* EXERCISE *
List all the lines in these records that hold "white".

* MATERIAL FOR THE TASK *
□ □ □ □

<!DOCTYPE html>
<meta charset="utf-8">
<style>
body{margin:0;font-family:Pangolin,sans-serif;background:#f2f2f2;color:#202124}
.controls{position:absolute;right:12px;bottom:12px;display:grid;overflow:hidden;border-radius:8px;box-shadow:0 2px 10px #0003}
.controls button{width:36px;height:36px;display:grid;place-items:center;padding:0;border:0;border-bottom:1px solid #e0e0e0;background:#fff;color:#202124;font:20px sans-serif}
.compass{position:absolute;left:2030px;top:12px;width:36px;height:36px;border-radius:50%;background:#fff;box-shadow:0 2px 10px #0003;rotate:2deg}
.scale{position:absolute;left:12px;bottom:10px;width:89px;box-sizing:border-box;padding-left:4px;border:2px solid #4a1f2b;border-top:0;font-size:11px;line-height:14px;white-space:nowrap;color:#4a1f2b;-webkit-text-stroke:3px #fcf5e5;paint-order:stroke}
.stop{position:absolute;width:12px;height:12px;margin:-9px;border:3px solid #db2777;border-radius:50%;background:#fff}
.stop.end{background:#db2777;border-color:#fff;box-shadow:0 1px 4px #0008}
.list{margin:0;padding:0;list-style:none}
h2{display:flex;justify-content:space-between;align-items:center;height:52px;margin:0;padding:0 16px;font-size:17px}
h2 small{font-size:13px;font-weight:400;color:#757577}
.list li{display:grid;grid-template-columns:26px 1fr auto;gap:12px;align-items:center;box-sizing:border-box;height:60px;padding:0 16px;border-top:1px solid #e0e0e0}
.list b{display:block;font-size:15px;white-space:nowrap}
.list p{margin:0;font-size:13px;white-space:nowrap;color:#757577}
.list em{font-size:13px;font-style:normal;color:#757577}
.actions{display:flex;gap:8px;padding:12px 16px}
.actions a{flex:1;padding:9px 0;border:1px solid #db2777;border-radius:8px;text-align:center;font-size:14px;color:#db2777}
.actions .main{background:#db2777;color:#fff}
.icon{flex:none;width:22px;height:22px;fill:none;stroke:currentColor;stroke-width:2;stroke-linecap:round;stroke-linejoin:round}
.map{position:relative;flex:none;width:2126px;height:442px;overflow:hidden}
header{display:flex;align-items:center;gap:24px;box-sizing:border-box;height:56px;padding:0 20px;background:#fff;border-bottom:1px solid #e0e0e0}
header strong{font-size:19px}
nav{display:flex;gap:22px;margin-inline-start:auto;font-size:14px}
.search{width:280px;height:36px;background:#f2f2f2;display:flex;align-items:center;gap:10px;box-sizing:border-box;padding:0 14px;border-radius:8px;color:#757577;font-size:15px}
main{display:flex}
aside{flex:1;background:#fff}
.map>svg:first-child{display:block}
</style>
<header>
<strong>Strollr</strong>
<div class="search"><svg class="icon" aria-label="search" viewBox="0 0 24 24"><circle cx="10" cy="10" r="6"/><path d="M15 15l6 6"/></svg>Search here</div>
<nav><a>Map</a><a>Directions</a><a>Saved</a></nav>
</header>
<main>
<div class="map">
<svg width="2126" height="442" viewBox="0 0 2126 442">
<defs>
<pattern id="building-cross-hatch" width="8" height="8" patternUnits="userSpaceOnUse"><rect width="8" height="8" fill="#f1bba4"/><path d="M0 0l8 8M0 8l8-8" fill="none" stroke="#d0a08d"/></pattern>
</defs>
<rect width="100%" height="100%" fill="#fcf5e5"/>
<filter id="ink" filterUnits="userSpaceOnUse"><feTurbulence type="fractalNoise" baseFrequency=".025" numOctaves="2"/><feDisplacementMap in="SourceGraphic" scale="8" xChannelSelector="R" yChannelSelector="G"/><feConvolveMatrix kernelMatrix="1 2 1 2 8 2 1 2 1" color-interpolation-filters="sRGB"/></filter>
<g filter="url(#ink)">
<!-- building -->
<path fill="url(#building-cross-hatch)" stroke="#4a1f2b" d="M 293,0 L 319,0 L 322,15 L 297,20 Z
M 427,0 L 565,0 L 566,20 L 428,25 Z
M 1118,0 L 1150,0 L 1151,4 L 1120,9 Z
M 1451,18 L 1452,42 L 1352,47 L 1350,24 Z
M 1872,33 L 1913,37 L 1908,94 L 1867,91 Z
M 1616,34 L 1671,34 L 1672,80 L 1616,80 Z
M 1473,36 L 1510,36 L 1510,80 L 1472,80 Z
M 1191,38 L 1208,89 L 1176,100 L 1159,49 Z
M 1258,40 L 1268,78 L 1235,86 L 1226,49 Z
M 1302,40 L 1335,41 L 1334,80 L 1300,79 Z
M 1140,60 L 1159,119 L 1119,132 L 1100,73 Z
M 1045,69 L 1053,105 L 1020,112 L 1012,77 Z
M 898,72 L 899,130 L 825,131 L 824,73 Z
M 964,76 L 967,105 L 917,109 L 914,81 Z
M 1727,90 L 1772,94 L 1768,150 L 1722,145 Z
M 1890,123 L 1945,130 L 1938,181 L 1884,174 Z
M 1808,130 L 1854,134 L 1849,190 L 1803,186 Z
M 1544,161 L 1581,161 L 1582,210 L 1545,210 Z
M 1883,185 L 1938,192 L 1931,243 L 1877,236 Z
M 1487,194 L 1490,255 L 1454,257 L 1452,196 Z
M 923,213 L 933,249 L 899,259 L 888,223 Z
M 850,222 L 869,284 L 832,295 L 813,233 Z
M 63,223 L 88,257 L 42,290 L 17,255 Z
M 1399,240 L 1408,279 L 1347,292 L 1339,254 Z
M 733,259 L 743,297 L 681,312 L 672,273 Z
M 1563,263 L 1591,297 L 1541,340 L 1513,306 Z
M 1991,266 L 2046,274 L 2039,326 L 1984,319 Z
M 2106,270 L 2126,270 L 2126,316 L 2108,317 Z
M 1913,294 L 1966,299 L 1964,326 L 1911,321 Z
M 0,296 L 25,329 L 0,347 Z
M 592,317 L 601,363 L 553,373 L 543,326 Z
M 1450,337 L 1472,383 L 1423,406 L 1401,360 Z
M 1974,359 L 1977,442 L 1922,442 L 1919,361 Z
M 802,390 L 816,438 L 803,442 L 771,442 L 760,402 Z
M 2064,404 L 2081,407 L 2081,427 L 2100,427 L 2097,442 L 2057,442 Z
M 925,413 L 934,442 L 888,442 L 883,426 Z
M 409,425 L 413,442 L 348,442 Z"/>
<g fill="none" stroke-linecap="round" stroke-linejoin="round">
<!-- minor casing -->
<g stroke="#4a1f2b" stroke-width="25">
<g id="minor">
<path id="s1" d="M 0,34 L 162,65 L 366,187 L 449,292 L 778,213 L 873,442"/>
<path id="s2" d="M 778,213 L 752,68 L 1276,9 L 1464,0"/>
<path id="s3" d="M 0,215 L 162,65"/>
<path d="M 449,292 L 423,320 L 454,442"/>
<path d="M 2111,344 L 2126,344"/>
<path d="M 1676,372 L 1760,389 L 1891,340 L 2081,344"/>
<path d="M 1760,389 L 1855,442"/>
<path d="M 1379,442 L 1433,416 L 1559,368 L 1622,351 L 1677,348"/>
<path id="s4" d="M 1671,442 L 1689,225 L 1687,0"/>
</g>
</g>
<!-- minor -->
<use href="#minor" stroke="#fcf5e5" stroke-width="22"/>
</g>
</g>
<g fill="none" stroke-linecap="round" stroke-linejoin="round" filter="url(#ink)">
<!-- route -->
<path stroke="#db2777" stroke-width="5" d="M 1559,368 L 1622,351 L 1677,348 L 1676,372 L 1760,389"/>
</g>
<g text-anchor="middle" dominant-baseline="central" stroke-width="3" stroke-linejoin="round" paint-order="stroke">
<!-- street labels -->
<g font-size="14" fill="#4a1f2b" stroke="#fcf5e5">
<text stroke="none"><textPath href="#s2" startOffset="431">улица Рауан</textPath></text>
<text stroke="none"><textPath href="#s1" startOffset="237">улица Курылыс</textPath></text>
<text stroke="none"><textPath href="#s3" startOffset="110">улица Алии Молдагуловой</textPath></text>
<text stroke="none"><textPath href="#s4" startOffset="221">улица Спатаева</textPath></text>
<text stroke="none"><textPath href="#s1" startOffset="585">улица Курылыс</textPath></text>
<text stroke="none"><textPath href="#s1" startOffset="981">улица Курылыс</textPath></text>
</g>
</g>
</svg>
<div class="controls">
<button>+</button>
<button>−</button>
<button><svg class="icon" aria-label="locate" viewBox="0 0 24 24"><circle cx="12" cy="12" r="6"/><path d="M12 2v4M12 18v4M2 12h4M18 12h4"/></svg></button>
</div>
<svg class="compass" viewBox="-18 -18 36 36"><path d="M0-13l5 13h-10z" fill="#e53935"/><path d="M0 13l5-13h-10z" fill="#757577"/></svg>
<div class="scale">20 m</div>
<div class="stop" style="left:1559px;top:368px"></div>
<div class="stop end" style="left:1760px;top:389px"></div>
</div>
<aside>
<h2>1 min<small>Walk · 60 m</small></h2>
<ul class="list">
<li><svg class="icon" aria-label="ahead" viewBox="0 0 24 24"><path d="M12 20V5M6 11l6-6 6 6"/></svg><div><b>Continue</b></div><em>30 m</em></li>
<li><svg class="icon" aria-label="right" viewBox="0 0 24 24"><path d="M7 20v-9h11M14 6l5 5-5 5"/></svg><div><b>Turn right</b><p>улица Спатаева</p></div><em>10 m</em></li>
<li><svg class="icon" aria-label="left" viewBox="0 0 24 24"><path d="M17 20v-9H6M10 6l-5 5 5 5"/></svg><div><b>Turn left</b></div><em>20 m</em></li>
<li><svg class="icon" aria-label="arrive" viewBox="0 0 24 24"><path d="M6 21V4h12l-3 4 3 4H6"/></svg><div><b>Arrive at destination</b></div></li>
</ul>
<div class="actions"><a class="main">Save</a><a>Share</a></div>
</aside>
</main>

□ □ □ □

* SOLVED EXERCISE *
.scale{position:absolute;left:12px;bottom:10px;width:89px;box-sizing:border-box;padding-left:4px;border:2px solid #4a1f2b;border-top:0;font-size:11px;line-height:14px;white-space:nowrap;color:#4a1f2b;-webkit-text-stroke:3px #fcf5e5;paint-order:stroke}
.list b{display:block;font-size:15px;white-space:nowrap}
.list p{margin:0;font-size:13px;white-space:nowrap;color:#757577}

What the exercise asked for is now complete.